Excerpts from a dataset
>>>>
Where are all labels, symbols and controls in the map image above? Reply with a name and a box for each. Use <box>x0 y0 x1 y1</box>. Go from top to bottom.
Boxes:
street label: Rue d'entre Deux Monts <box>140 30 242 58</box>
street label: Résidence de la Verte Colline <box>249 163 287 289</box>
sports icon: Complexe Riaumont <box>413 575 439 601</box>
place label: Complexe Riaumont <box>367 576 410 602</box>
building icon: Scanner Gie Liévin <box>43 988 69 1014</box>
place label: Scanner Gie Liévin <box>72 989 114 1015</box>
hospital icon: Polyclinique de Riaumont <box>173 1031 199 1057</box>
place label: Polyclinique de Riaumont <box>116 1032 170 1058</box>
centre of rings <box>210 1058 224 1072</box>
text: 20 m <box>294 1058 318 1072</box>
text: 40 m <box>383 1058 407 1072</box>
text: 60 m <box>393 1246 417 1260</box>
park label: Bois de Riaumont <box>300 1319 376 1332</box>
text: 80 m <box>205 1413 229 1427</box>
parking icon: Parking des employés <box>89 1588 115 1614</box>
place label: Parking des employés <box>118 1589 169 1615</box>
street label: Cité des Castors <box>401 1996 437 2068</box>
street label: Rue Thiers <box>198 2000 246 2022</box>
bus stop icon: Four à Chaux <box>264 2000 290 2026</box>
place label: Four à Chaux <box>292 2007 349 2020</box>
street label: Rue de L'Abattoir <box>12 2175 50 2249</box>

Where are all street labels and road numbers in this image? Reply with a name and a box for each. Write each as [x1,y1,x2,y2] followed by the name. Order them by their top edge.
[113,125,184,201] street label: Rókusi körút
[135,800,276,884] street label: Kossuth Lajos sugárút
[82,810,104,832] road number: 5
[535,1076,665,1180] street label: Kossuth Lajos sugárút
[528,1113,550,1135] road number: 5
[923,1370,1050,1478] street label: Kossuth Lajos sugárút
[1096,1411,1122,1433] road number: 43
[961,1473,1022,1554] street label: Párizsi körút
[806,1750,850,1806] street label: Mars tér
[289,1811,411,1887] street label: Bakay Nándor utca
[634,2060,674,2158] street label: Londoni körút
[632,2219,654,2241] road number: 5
<<<<
> **Requirement**: Say every entry again, exactly as it reads.

> **Solution for this problem**:
Where are all labels, symbols and controls in the map image above? Reply with a name and a box for each. Use <box>x0 y0 x1 y1</box>. Go from top to bottom.
Boxes:
street label: Rue d'entre Deux Monts <box>140 30 242 58</box>
street label: Résidence de la Verte Colline <box>249 163 287 289</box>
sports icon: Complexe Riaumont <box>413 575 439 601</box>
place label: Complexe Riaumont <box>367 576 410 602</box>
building icon: Scanner Gie Liévin <box>43 988 69 1014</box>
place label: Scanner Gie Liévin <box>72 989 114 1015</box>
hospital icon: Polyclinique de Riaumont <box>173 1031 199 1057</box>
place label: Polyclinique de Riaumont <box>116 1032 170 1058</box>
centre of rings <box>210 1058 224 1072</box>
text: 20 m <box>294 1058 318 1072</box>
text: 40 m <box>383 1058 407 1072</box>
text: 60 m <box>393 1246 417 1260</box>
park label: Bois de Riaumont <box>300 1319 376 1332</box>
text: 80 m <box>205 1413 229 1427</box>
parking icon: Parking des employés <box>89 1588 115 1614</box>
place label: Parking des employés <box>118 1589 169 1615</box>
street label: Cité des Castors <box>401 1996 437 2068</box>
street label: Rue Thiers <box>198 2000 246 2022</box>
bus stop icon: Four à Chaux <box>264 2000 290 2026</box>
place label: Four à Chaux <box>292 2007 349 2020</box>
street label: Rue de L'Abattoir <box>12 2175 50 2249</box>

Where are all street labels and road numbers in this image? Reply with a name and a box for each. Write each as [x1,y1,x2,y2] followed by the name. Order them by their top edge.
[113,125,184,201] street label: Rókusi körút
[135,800,276,884] street label: Kossuth Lajos sugárút
[82,810,104,832] road number: 5
[535,1076,665,1180] street label: Kossuth Lajos sugárút
[528,1113,550,1135] road number: 5
[923,1370,1050,1478] street label: Kossuth Lajos sugárút
[1096,1411,1122,1433] road number: 43
[961,1473,1022,1554] street label: Párizsi körút
[806,1750,850,1806] street label: Mars tér
[289,1811,411,1887] street label: Bakay Nándor utca
[634,2060,674,2158] street label: Londoni körút
[632,2219,654,2241] road number: 5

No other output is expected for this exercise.